Climate-related risk is another important area, and more businesses are generating annual reports following the Taskforce for Climate-related Financial Disclosures (TCFDs), but there are still some that are ignoring this area. Hannah Simons, the head of sustainability strategy at Schroders, believes businesses shouldn’t let incomplete data be a barrier to delivering climate-related risk disclosures. Simons explains that every business should begin disclosing because as time progresses and you continue to make changes, reports and progress can be updated. Furthermore, Simons highlights that for those that are cautious to disclose climate-related risks may have little choice in the matter. The UK government has announced plans to make TCFD reporting mandatory and Simons highlights that new sustainable finance disclosure regulation due to be implemented in the EU this March will have an impact on the UK. New regulations should offer added support for clients looking to determine which approach to take in terms of ESG integration and impact investing.
Mark Campanale, the founder of financial think tank Carbon Tracker believes a lot more work is required in terms of restructuring the investment sector and reaching net-zero emissions. Campanale believes that solely focusing on improving the ESG market will not deliver the necessary impact on investor portfolios and the transition of capital towards net-zero emissions. Campanale explains that financial models need to be completely transformed, rebuilding the models to enable investors to future-proof their portfolios and ensure they are sustainable, secure and resilient.

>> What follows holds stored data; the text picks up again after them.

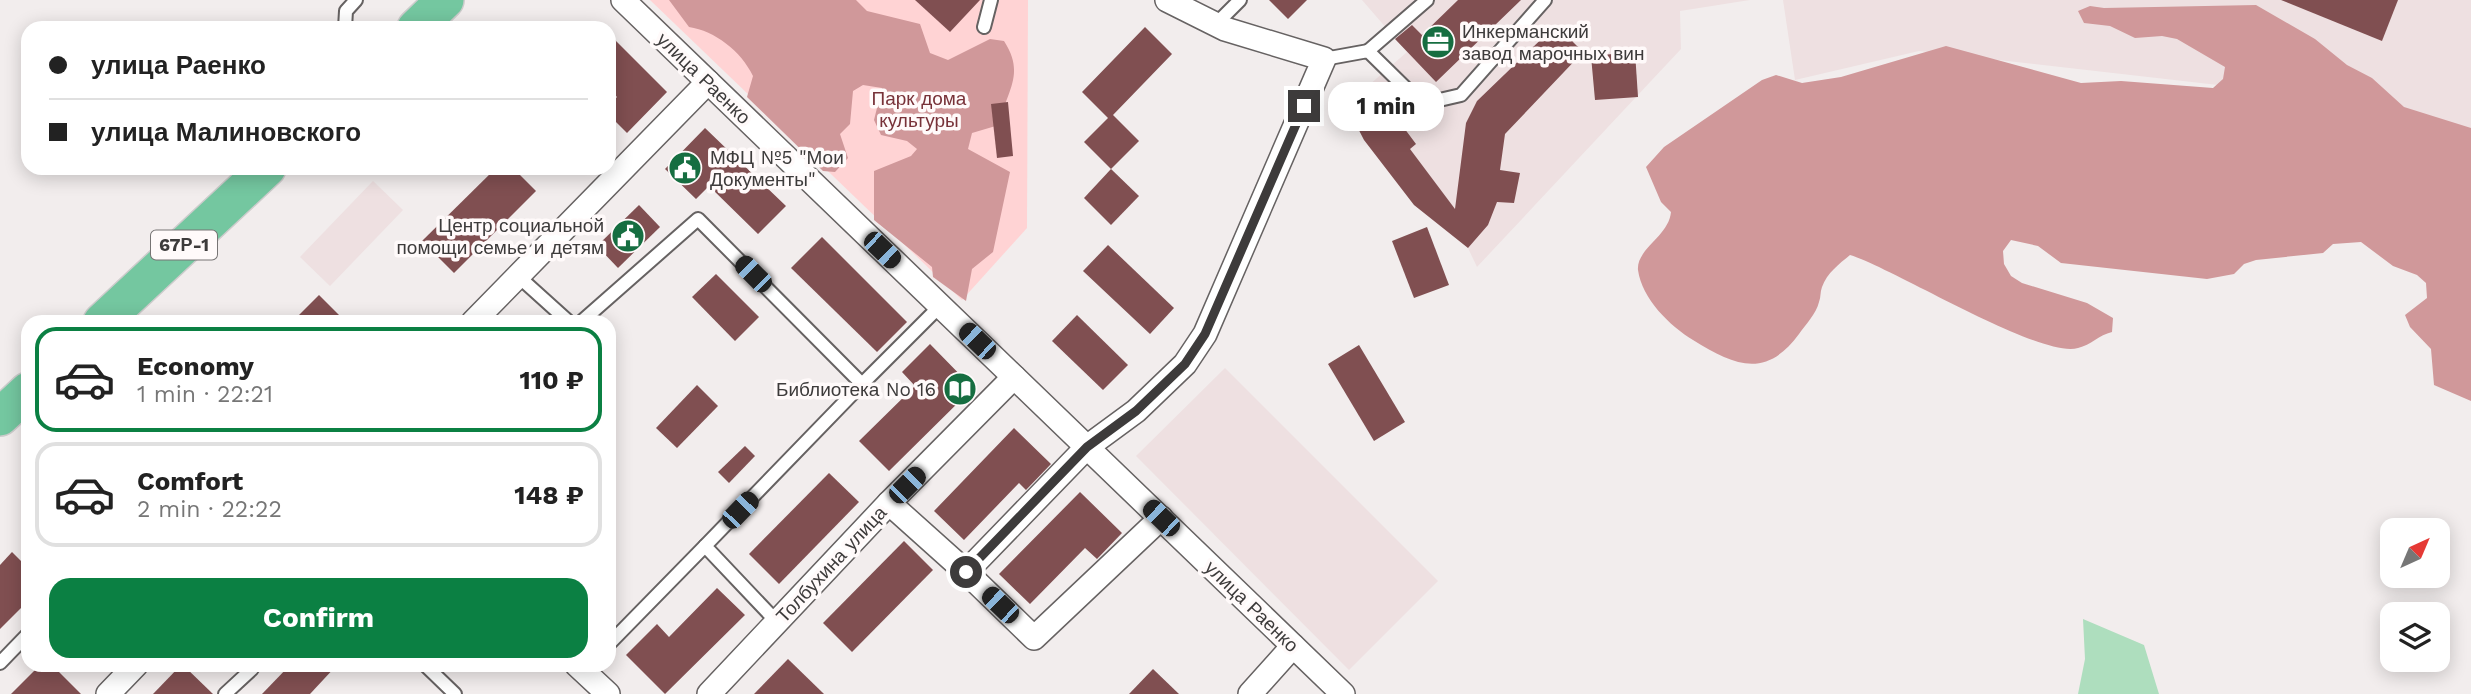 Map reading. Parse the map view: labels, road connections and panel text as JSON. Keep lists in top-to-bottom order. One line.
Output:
{"streets":{"main road":["67Р-1"],"street":["улица Раенко","Толбухина улица"]},"crossings":[["улица Раенко","Толбухина улица"]],"parks":["Парк дома культуры"],"places":{"office":["Инкерманский завод марочных вин"],"public building":["МФЦ №5 \"Мои Документы\"","Центр социальной помощи семье и детям"],"library":["Библиотека No 16"]},"north":"top right","page":{"banner":["улица Раенко","улица Малиновского"],"bubble":"1 min","list":[{"name":"Economy","note":"1 min · 22:21","value":"110 ₽"},{"name":"Comfort","note":"2 min · 22:22","value":"148 ₽"}],"buttons":"Confirm"}} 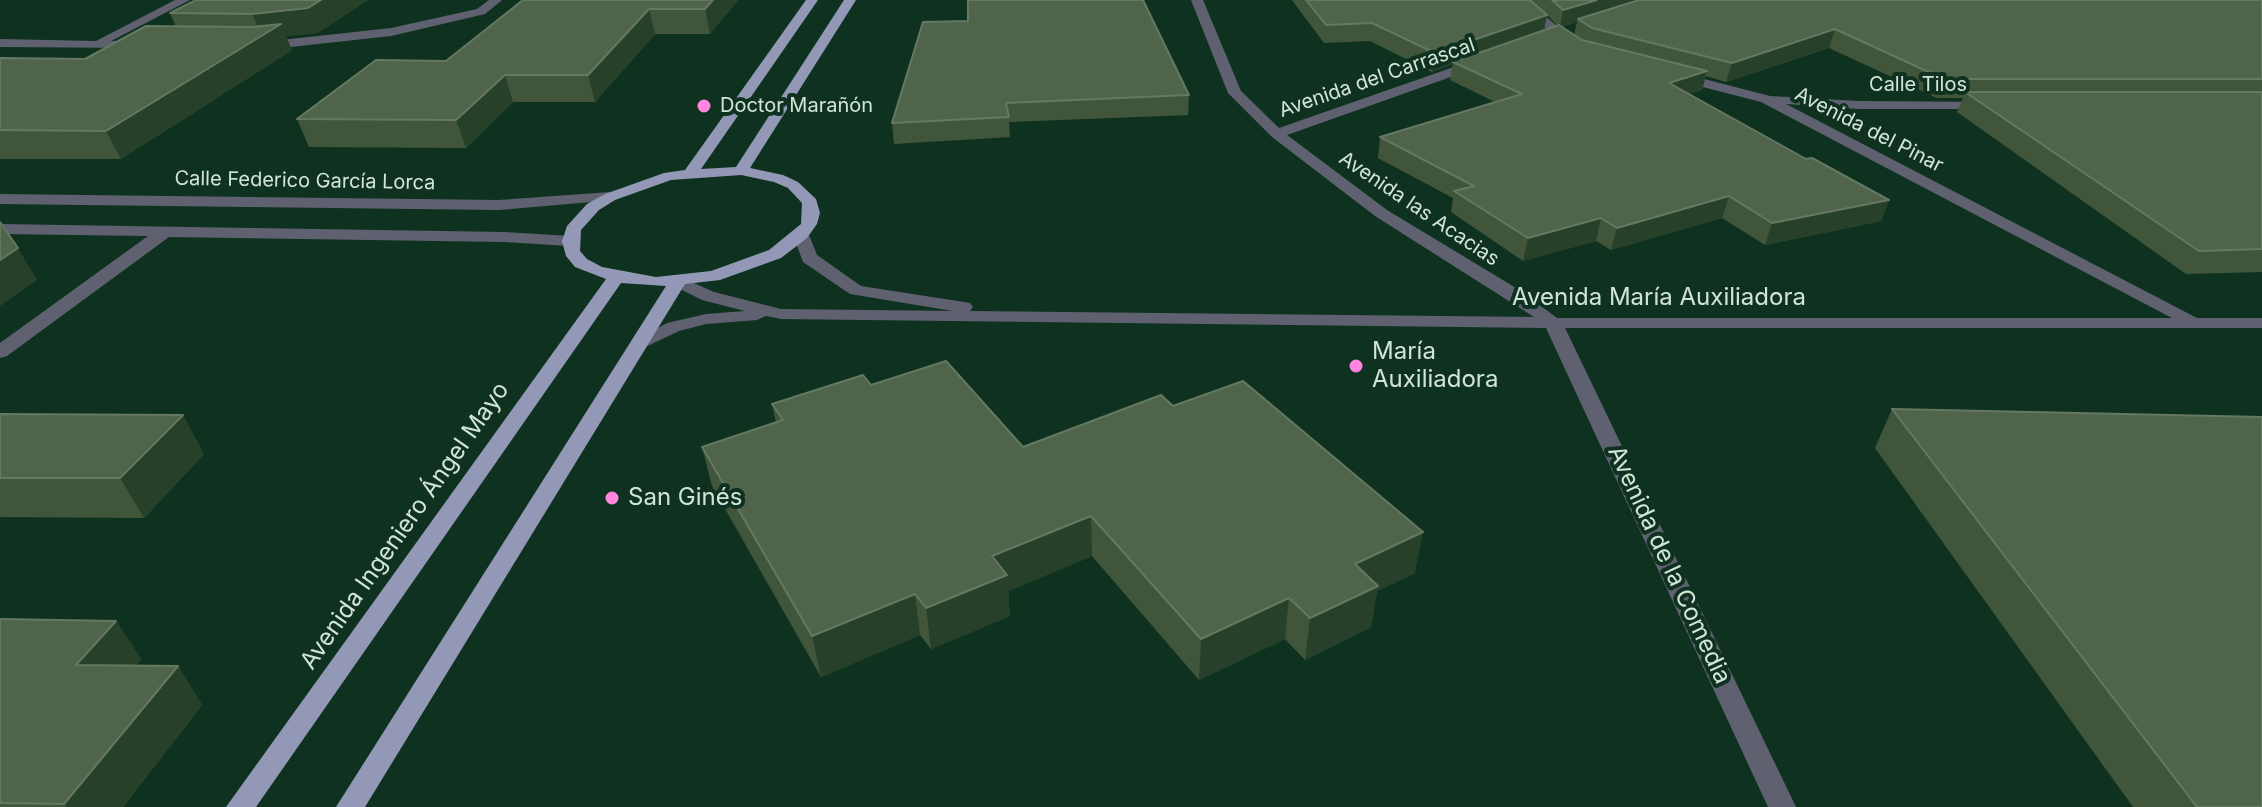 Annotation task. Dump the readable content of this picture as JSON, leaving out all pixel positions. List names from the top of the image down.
{
  "streets": {
    "main road": ["Avenida Ingeniero Ángel Mayo"],
    "street": [
      "Avenida del Carrascal",
      "Calle Tilos",
      "Avenida del Pinar",
      "Calle Federico García Lorca",
      "Avenida las Acacias",
      "Avenida María Auxiliadora",
      "Avenida de la Comedia"
    ]
  },
  "crossings": [
    ["Avenida del Carrascal", "Avenida las Acacias"],
    ["Calle Tilos", "Avenida del Pinar"],
    ["Avenida del Pinar", "Avenida María Auxiliadora"],
    ["Avenida las Acacias", "Avenida María Auxiliadora"],
    ["Avenida las Acacias", "Avenida de la Comedia"],
    ["Avenida María Auxiliadora", "Avenida de la Comedia"]
  ],
  "places": ["Doctor Marañón", "María Auxiliadora", "San Ginés"]
} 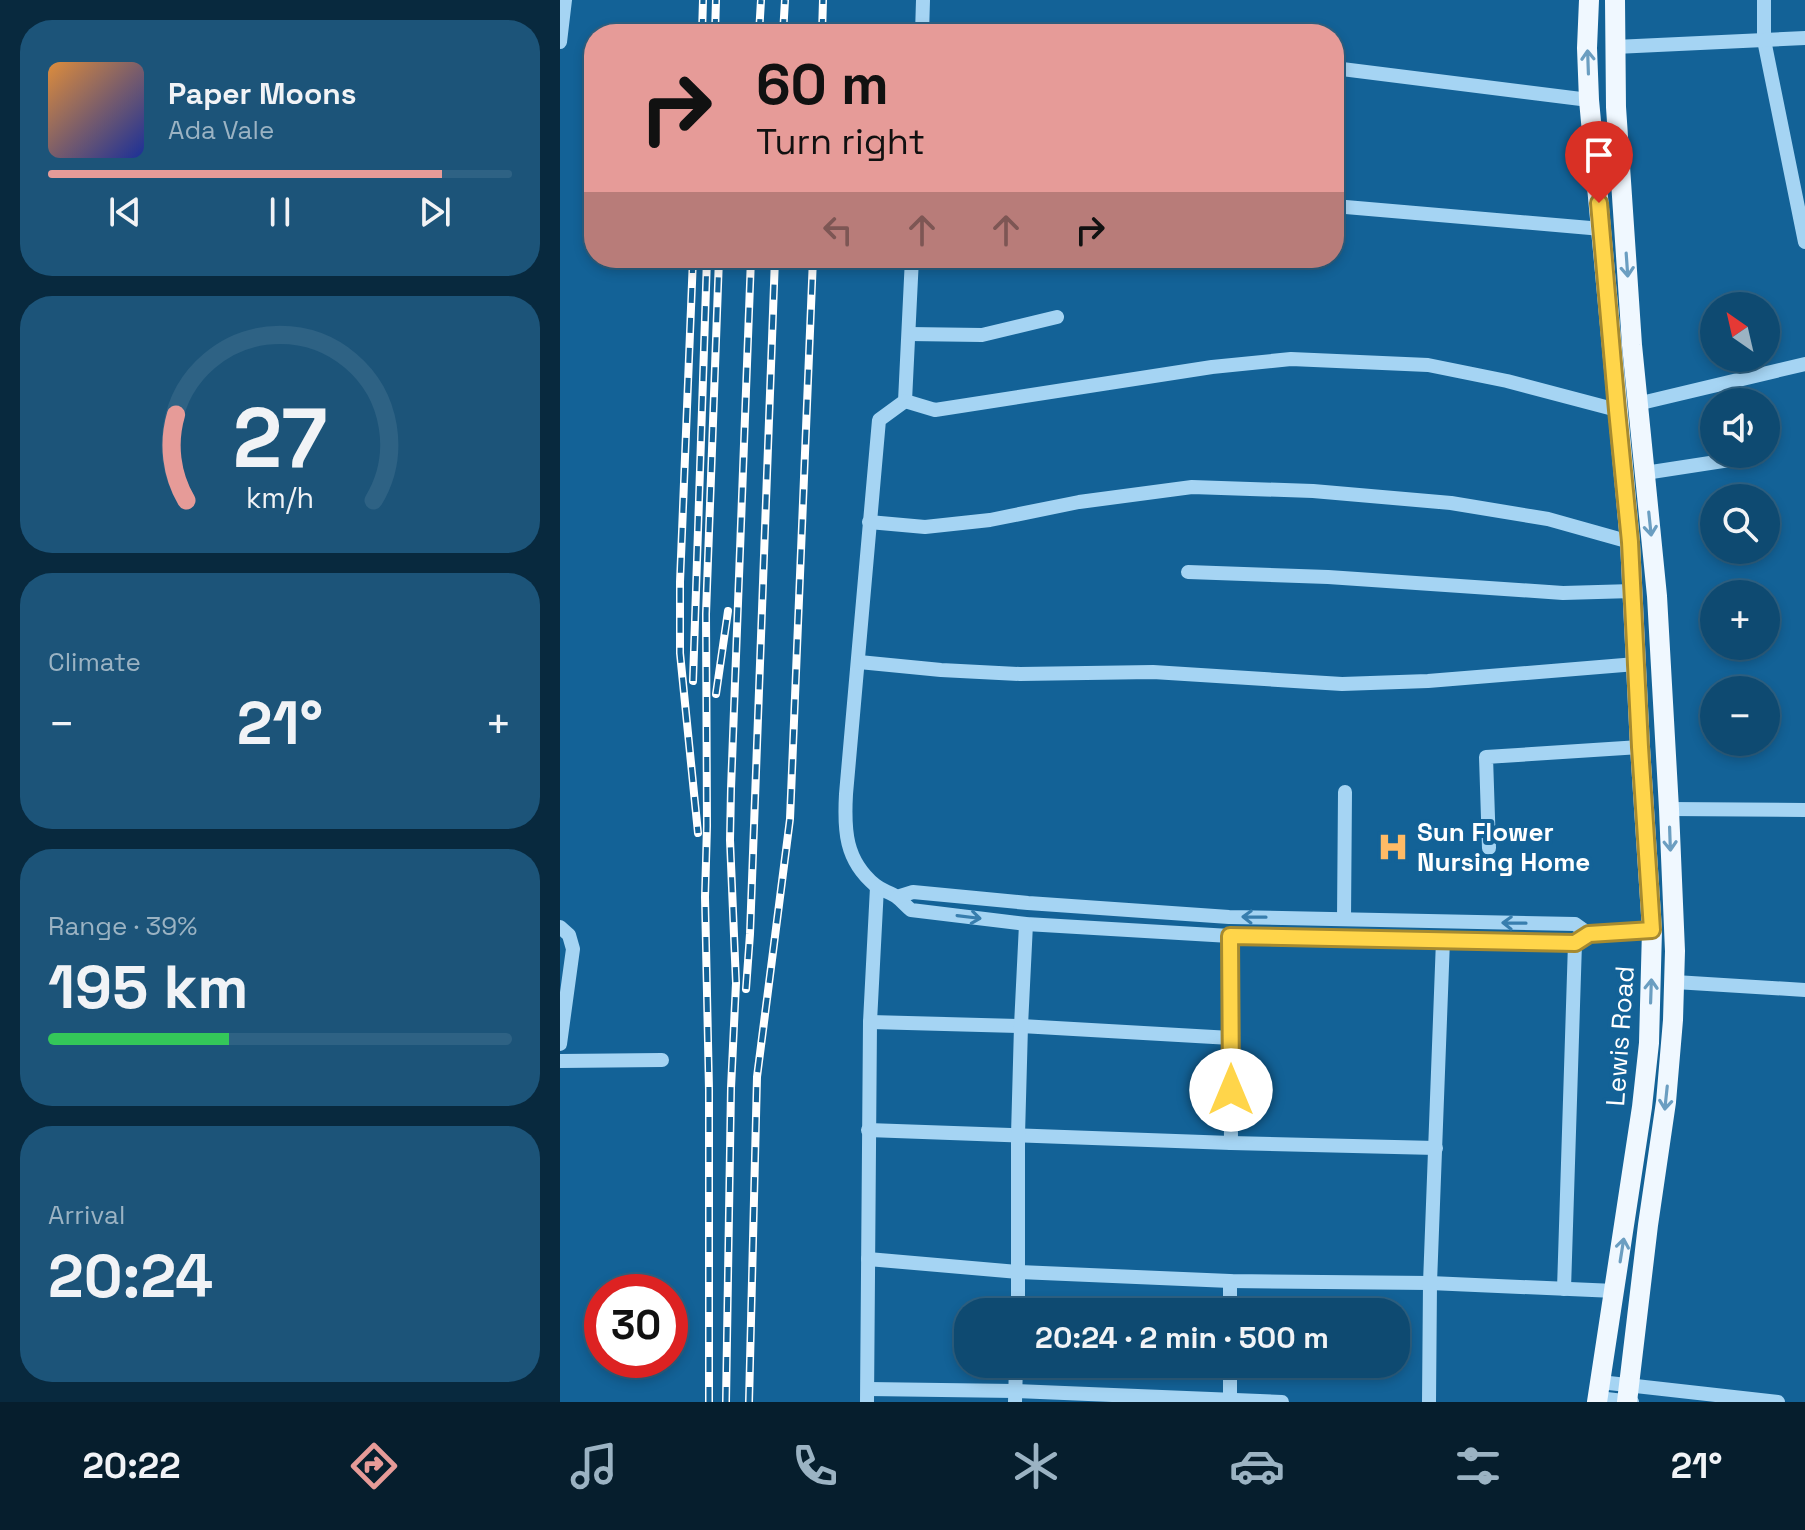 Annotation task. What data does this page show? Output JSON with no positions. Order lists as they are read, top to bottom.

Engagement and divestment strategies are other means of supporting businesses with little associated with climate action to embrace the transition to net-zero business models. The last year has seen a surge in activity in both of these areas. The largest asset manager in the world, BlackRock, has confirmed it will explore new approaches as part of a wider sustainability plan and recently voted against directors in preference of climate action at several high carbon intensity businesses. They also put an end to their active investments in major coal manufacturers.
Shipra Gupta, the head of investment stewardship at Scottish Widows explains that divestment will have some impact but emphasised that exclusion from one investor wouldn’t necessarily prevent a high carbon business from exploring an alternative area that has a destructive impact on the environment. The core objective goes beyond improve our portfolios. It is about having a real impact on our world, according to Gupta.
Campanale refers to Legal & General and their new initiative that enables individuals to have a say on how they vote with shares held in their personal pension and insurance schemes. Campanale believes individuals would be empowered, and the public has more of an active role in investment. Campanale also things that the government should look to implement a policy that ensures businesses make default pension schemes low carbon or no carbon.
Several challenges need addressing in the investment sector but it is promising to see that asset managers are aware of the role they need to play in supporting a transition towards a net-zero economy. The sharp decline in the prices of oil and gas indicates the trends that may emerge over the coming years, especially with the rise of carbon taxes and climate laws. Investors that fail to acknowledge the importance of their role in the net-zero transition will possibly lose out.